State v. Clarke
2016 Ohio 7187
Ohio Ct. App.2016Background
- On May 16, 2015, 14-year-old victim L.F. was walking home when Ronald L. Clarke, driving an old white pickup, repeatedly passed her, then allegedly blocked her path, grabbed her arm, tried to pull her into the truck, and said "get the fuck in the truck." She escaped and reported the incident.
- Police soon stopped Clarke in a truck matching the description; L.F. and a companion positively identified him at the scene. Clarke invoked an attorney for a vehicle search, refused consent, was later Mirandized, agreed to speak, and provided inconsistent statements to detectives.
- A search of Clarke's vehicle produced rope, duct tape, a glove, receipts (including a Taco Bell receipt matching the victim's timeline), and other items. Clarke consented to a stipulated polygraph; he failed and the videotaped polygraph (where he made additional inculpatory admissions) was played at trial.

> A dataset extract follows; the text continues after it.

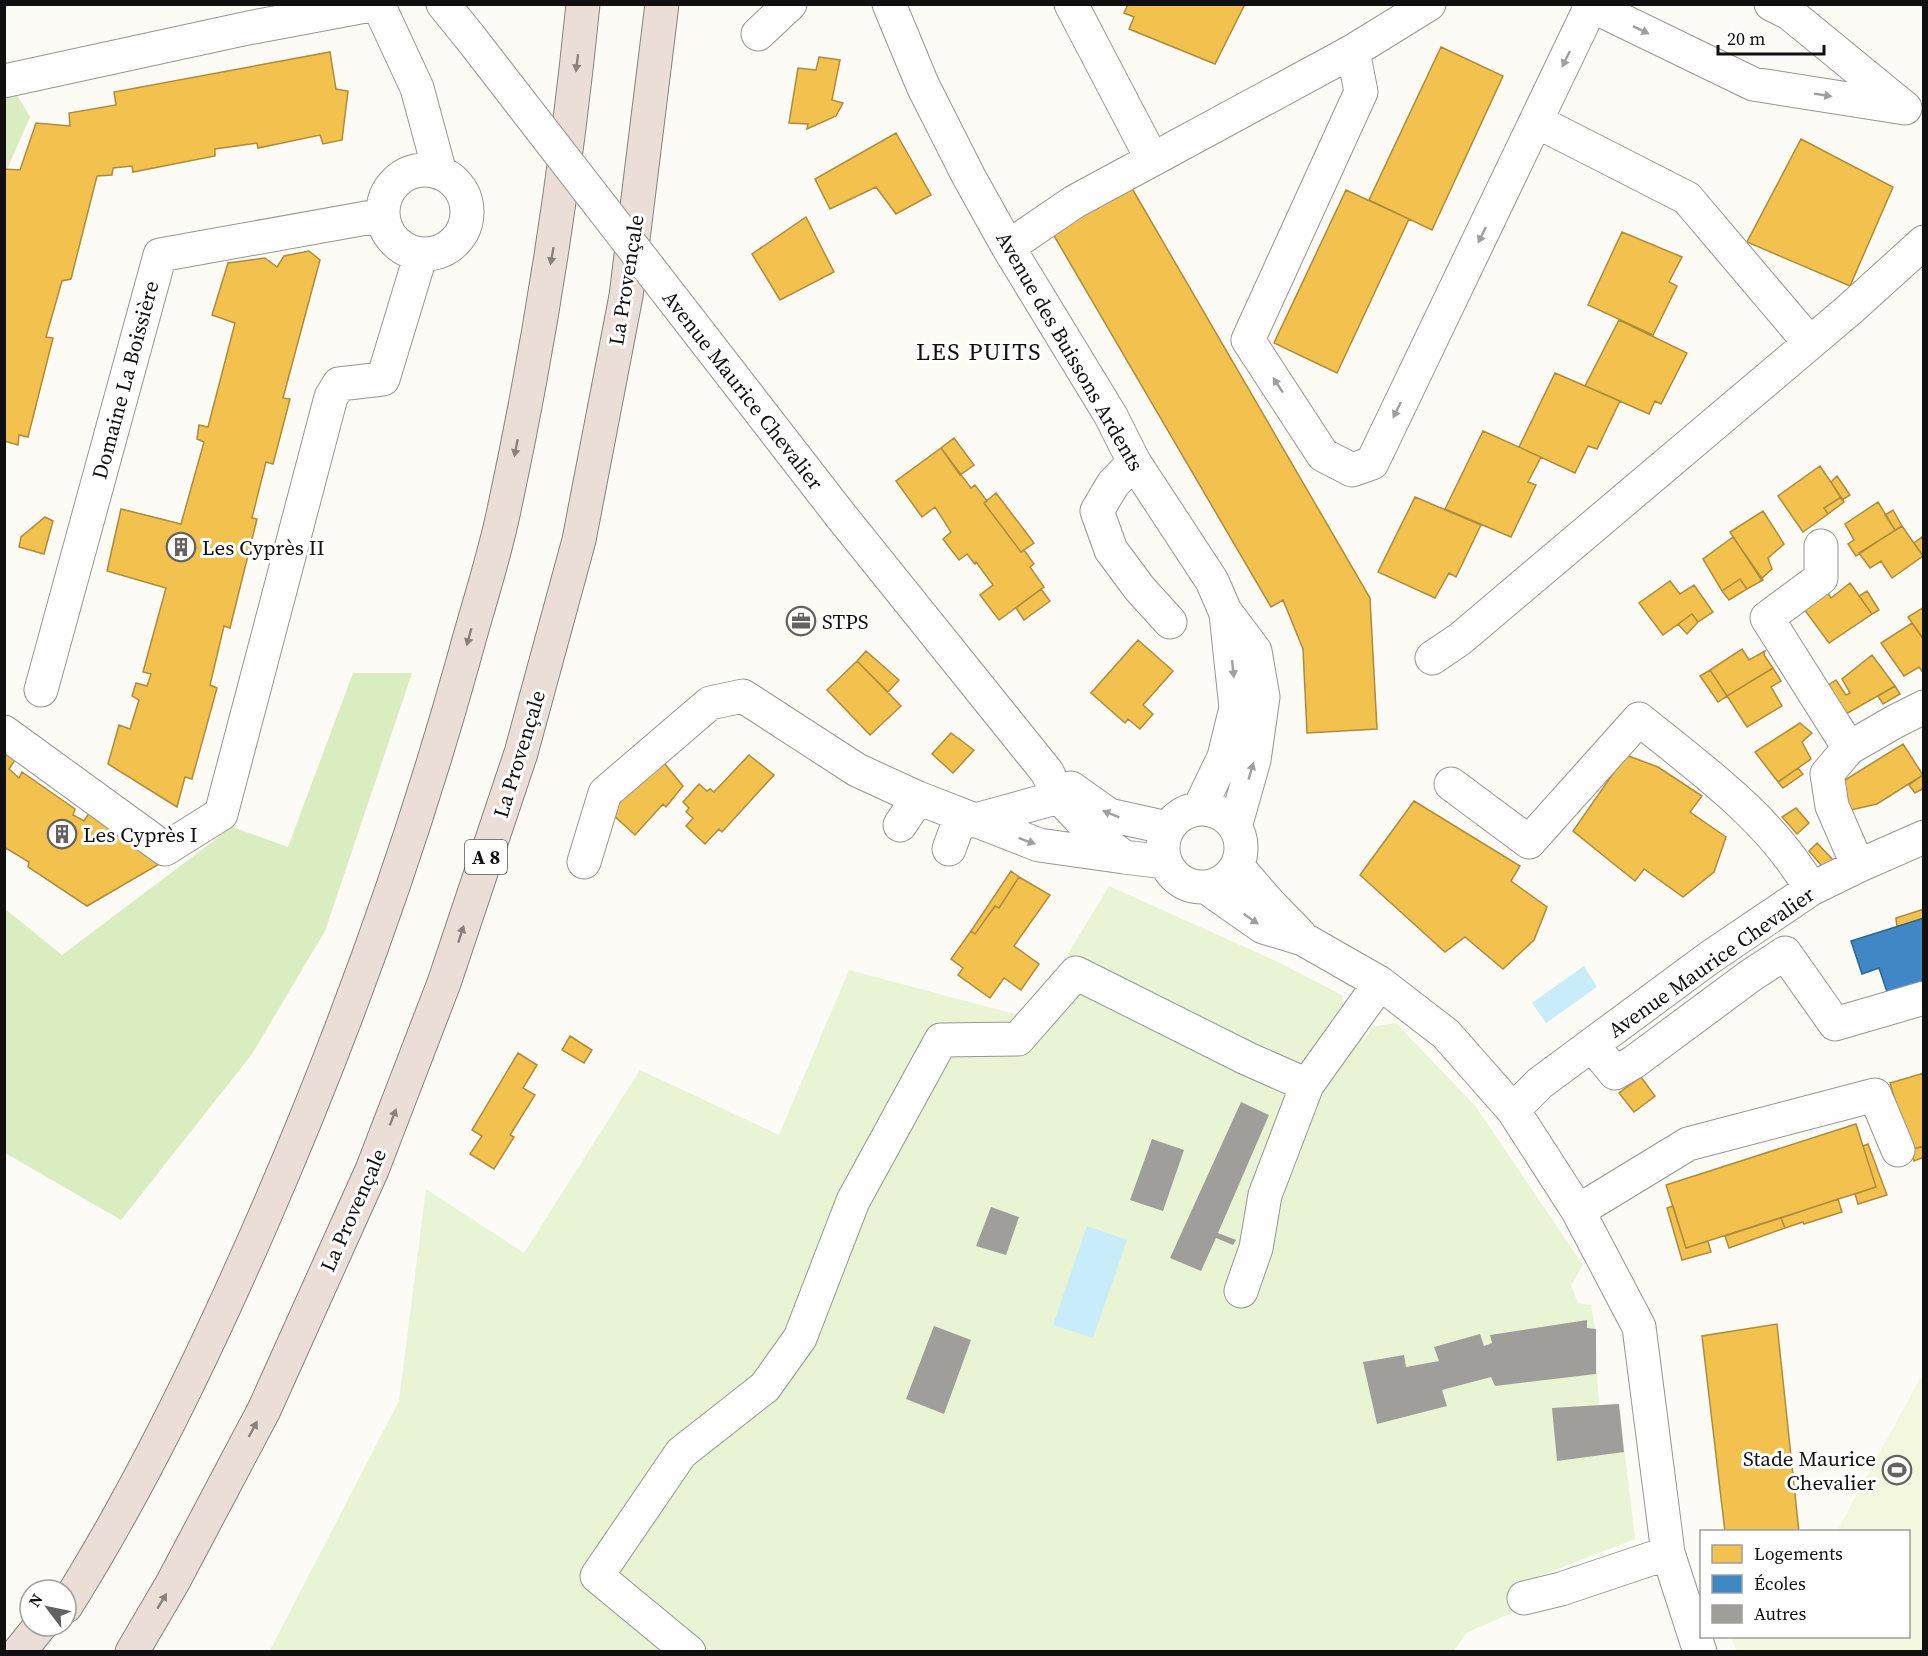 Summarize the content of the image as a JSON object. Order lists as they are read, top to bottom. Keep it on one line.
{"streets":{"highway":["La Provençale","A 8"],"street":["Avenue des Buissons Ardents","Domaine La Boissière","Avenue Maurice Chevalier"]},"crossings":[["Avenue des Buissons Ardents","Avenue Maurice Chevalier"]],"districts":["LES PUITS"],"places":{"building":["Les Cyprès II","Les Cyprès I"],"office":["STPS"],"sports":["Stade Maurice Chevalier"]},"legend":["Logements","Écoles","Autres"],"scale_bar":"20 m","north":"top left"} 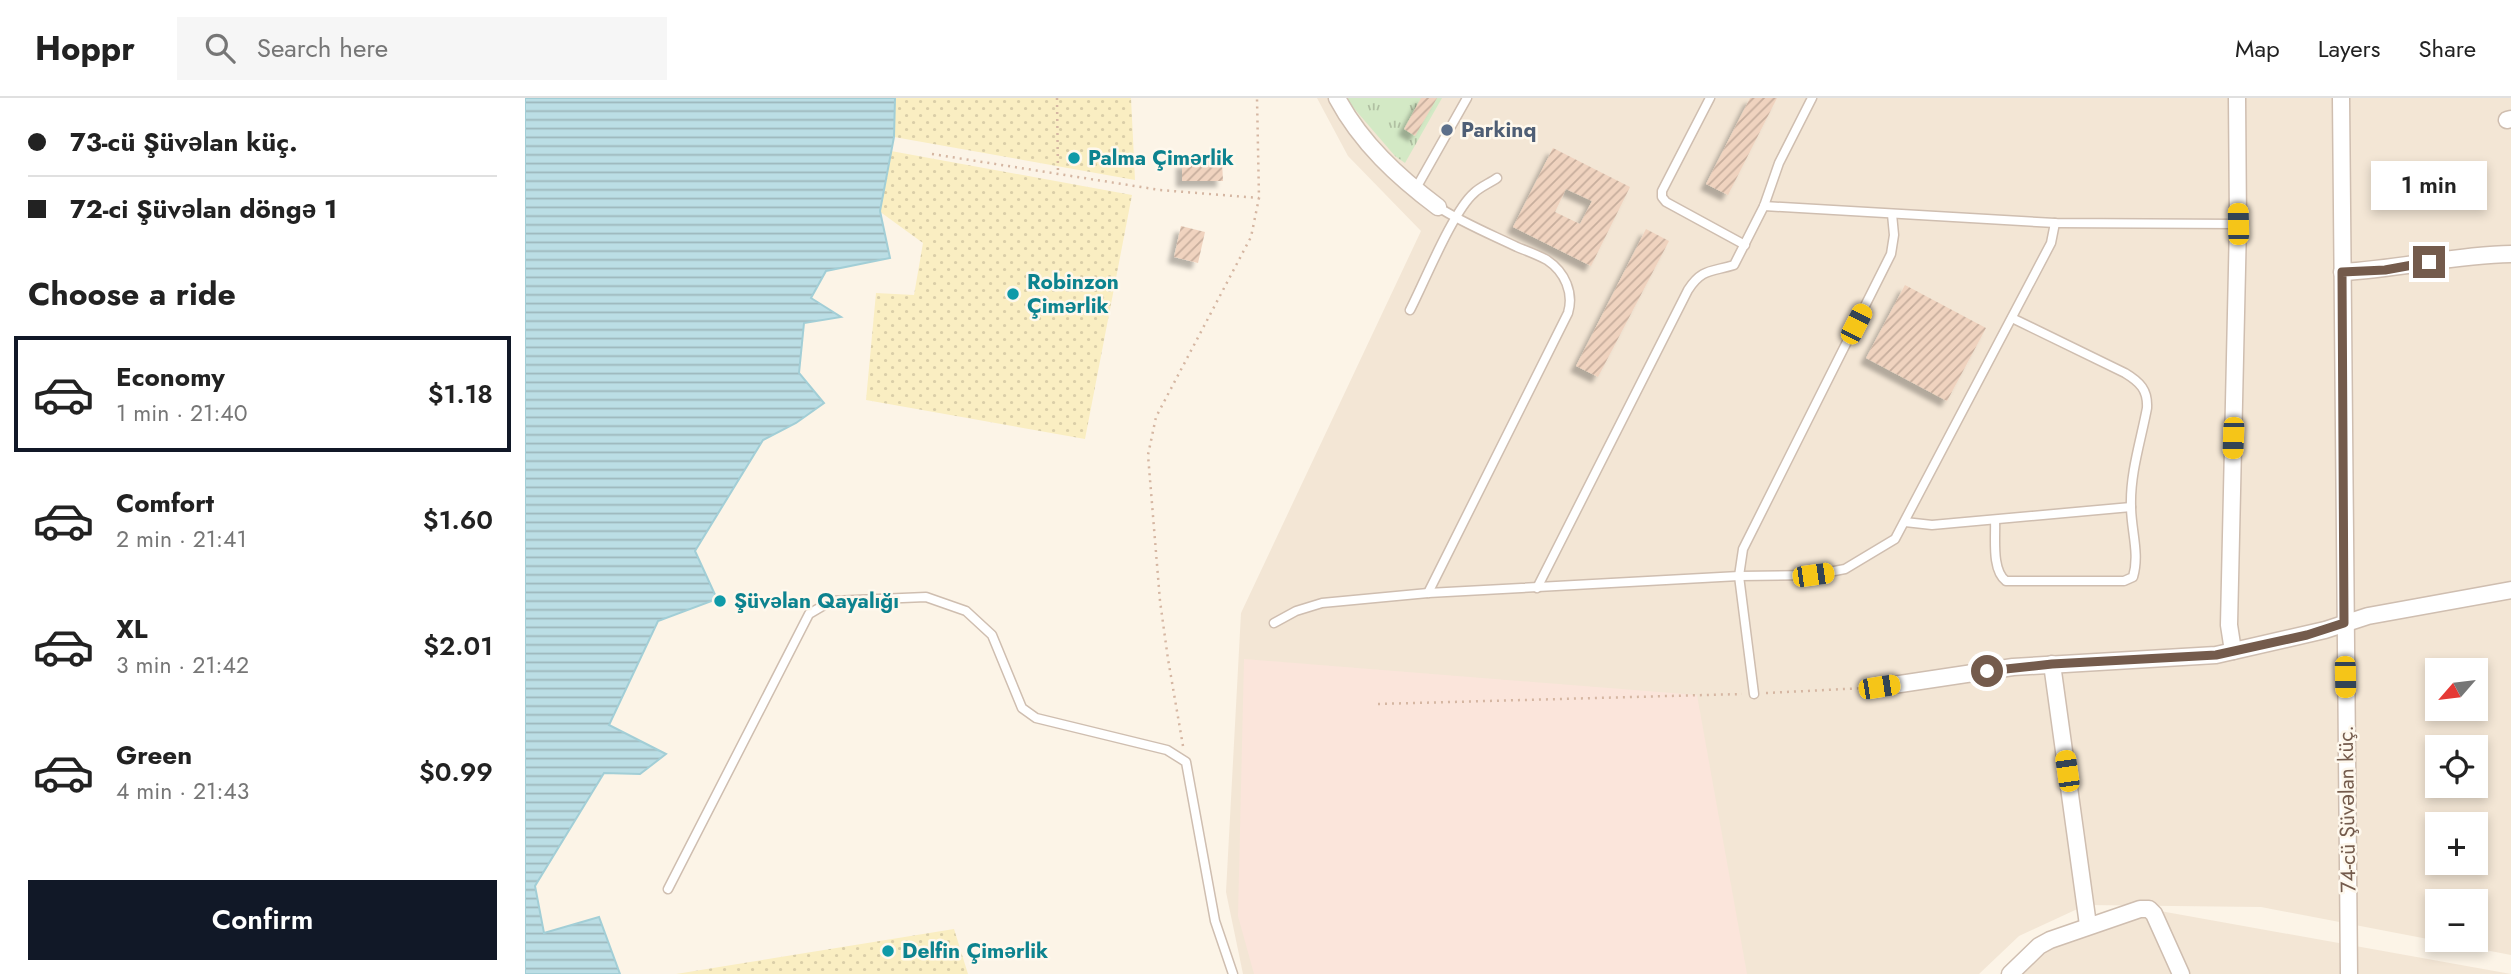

- Clarke was indicted for attempted abduction (R.C. 2923.02/2905.02), moved to suppress post-invocation statements, which the trial court denied, and proceeded to jury trial where he was convicted.
- On appeal Clarke raised six assignments of error: suppression (invocation of counsel), juror bias, admission of the polygraph video (Clarke in jail clothing/restraints), Brady/prosecutorial misconduct, ineffective assistance of counsel, and cumulative error. The court affirmed.
Issues
| Issue | Plaintiff's Argument | Defendant's Argument | Held |
|---|---|---|---|
| 1) Motion to suppress statements (invocation of counsel/Miranda) | State: statements admissible because defendant reinitiated conversation and signed a waiver after being read Miranda | Clarke: invoked right to counsel; subsequent interrogation was improper and statements should be suppressed | Court: Affirmed denial; record shows Clarke limited invocation to vehicle search, later reinitiated discussion, waived rights, and validly spoke to detectives |
| 2) Juror bias / sua sponte dismissal | State: court appropriately vetted juror; juror said he could be impartial | Clarke: juror lived in neighborhood and should have been dismissed for cause | Court: No abuse of discretion; juror assured impartiality, defendant did not object, no plain error |
| 3) Admission of polygraph video showing defendant in jail clothing | State: video highly probative (contradictory admissions); limiting instruction given | Clarke: wearing jail clothing/restraints during video was prejudicial (Estelle/Deck) | Court: No error; courtroom appearance rules not directly implicated, probative value and limiting instruction outweighed risk |
| 4) Brady / prosecutorial misconduct | State: provided grand jury transcripts before trial; questioning and closing comments were within bounds | Clarke: Brady material withheld/timely use impeded; prosecutor made improper questions and remarks | Court: No Brady violation (disclosure was timely); no prosecutorial misconduct shown and defendant waived many objections |
| 5) Ineffective assistance of counsel | State: counsel acted reasonably, used strategy on voir dire, cross-examination, and polygraph stipulation | Clarke: multiple alleged deficiencies (speedy trial, polygraph stipulation, failure to move for continuance, failure to impeach witnesses, not challenging juror, comments about defendant not testifying, failure to object) | Court: Strickland not met; counsel's performance reasonable and no prejudice established |
| 6) Cumulative error | State: no individual errors to cumulate | Clarke: combined errors deprived him of a fair trial | Court: No errors found; cumulative-error claim fails |
Key Cases Cited
- Estelle v. Williams, 425 U.S. 501 (1976) (defendant cannot be compelled to wear jail clothing at trial because it may undermine presumption of innocence)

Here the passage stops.